The announcement by Ricky Naidoo, the spokesman for the South African Home Affairs department, came as the International Organisation for Migration (IOM) announced it was preparing to assist Zimbabweans who faced deportation from the country.
In an interview with NewsDay on Sunday, a member of the inter-party committee helping Zimbabweans through the registration process, said his team was preparing to meet the Home Affairs department this week over the permits issue.
“What we will be doing during these three months is to fully understand the reasons for department’s refusal of thousands of applications that have been turned down,” he said.
Already 10 000 Zimbabweans have been denied permits.
Dube said they would engage the Home Affairs department concerning the safety of Zimbabwean immigrants’ property rights.
“There are people who acquired property and bonds using South African IDs.

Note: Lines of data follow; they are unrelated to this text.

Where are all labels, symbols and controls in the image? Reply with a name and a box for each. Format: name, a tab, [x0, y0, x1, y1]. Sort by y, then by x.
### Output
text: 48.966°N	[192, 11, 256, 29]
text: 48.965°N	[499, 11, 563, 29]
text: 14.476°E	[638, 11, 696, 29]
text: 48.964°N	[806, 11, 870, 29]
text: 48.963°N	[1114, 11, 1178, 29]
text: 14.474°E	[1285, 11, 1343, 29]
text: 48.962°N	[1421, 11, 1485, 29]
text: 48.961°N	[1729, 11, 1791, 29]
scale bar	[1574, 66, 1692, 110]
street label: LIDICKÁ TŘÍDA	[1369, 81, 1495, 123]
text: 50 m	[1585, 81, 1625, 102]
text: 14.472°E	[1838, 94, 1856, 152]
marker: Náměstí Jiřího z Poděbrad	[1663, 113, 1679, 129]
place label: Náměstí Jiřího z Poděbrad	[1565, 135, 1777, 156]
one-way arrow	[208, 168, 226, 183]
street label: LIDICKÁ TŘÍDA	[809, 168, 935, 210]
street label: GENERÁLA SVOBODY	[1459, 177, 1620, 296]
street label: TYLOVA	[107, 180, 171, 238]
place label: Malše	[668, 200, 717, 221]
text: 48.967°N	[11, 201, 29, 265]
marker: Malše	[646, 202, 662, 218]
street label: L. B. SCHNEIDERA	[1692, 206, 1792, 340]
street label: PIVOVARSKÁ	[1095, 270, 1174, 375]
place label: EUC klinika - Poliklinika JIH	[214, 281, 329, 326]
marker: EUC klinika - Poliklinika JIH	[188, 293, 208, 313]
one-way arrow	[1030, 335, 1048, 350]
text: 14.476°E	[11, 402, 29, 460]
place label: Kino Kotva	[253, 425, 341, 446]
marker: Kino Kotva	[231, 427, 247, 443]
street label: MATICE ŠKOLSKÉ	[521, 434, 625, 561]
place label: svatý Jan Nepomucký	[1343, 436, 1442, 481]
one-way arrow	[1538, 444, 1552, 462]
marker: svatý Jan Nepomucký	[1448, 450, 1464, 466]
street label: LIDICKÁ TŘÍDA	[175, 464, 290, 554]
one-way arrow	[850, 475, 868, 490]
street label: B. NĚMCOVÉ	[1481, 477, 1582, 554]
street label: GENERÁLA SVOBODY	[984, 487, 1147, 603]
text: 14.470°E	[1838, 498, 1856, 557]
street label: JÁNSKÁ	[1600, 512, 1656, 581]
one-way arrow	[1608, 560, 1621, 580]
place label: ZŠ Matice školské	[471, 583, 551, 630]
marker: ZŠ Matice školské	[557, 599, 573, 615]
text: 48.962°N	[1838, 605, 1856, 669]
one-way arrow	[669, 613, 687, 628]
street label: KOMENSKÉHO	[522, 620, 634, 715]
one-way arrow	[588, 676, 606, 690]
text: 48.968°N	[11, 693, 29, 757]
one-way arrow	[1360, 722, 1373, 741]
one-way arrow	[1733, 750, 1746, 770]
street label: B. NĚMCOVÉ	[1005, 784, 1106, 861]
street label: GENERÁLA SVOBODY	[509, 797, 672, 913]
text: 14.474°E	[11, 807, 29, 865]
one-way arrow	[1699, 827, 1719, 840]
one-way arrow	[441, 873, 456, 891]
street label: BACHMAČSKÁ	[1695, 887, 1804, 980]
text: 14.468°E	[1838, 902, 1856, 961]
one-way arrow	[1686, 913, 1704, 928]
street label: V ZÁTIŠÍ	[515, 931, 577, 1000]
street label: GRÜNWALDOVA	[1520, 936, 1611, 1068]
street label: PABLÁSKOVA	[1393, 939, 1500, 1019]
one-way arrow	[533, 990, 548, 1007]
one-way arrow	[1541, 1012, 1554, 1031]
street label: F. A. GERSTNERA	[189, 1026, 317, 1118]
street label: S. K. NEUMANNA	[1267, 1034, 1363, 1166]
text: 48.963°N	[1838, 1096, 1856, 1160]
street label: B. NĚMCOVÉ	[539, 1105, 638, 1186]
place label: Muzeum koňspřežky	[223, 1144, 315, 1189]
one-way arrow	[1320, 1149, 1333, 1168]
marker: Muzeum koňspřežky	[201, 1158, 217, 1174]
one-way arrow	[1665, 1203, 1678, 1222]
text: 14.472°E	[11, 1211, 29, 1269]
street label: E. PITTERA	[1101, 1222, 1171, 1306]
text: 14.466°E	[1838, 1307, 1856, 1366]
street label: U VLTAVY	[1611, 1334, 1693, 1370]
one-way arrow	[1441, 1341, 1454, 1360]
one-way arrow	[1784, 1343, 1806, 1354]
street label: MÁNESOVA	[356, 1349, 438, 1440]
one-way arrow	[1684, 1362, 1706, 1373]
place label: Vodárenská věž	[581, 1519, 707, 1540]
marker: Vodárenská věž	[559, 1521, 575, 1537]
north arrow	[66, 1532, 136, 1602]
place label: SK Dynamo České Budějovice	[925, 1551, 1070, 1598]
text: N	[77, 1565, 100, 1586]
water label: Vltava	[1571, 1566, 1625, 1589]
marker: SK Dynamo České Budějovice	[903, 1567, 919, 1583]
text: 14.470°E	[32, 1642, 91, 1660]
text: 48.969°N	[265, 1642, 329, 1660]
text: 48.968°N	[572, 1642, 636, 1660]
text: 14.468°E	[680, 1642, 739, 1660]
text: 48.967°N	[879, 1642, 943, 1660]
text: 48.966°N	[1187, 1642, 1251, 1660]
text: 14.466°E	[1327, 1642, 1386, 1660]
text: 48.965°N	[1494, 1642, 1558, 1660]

We would like to engage the department over the fate of their property.
“Those who have surrendered their IDs should not lose their property and their bonds,” he said.
In September 2010 South Africa announced a moratorium on deporting Zimbabweans and said it would allow them until 31 December 2010 to regularise their stay by applying for work, business or study permits.
Announcing the extension on Saturday, Naidoo said this would give the department time to process more than 275 000 applications for permits received from Zimbabwean migrants.
He said they hoped the process would be completed in “the next few weeks”.
Dube said they were happy that the South African Home Affairs department had “stopped deportations for now”.
“What we agreed with them was that they would stop deporting Zimbabweans until the whole thing of permits is over,” he said.
The IOM has noted that hundreds of thousands of Zimbabwean migrants could face deportation from South Africa, “as only about a sixth of the estimated Zimbabwean irregular migrant population applied for legal status”.
“There are an estimated 1,5 million Zimbabweans living in South Africa, many of whom migrated as a result of the social and economic unrest in Zimbabwe in recent years,” the organisation said in a statement.
IOM said it was on standby to provide free transport to deportees from the Beitbridge border and the Plumtree border posts.
“IOM, together with humanitarian partners and the Zimbabwean and South African governments will provide humanitarian and protection assistance to vulnerable returnees, including unaccompanied minors.
Under the plan, IOM with support from local and international organisations has prepositioned non-food items including tents and blankets at reception and support centres at the Beitbridge and Plumtree border crossings in Zimbabwe,” IOM said in a statement.
Dube said there were several reasons why few Zimbabweans came forward to register.
“The figure is too small and there are two reasons for it. Zimbabweans who are holding South African identity documents (IDs) did not come out in numbers to submit them. We are yet to know how many had submitted. Two weeks ago, less than 2 000 people had submitted their IDs. They are not sure what will happen if they come forward. They are hiding, trying to protect their investments.”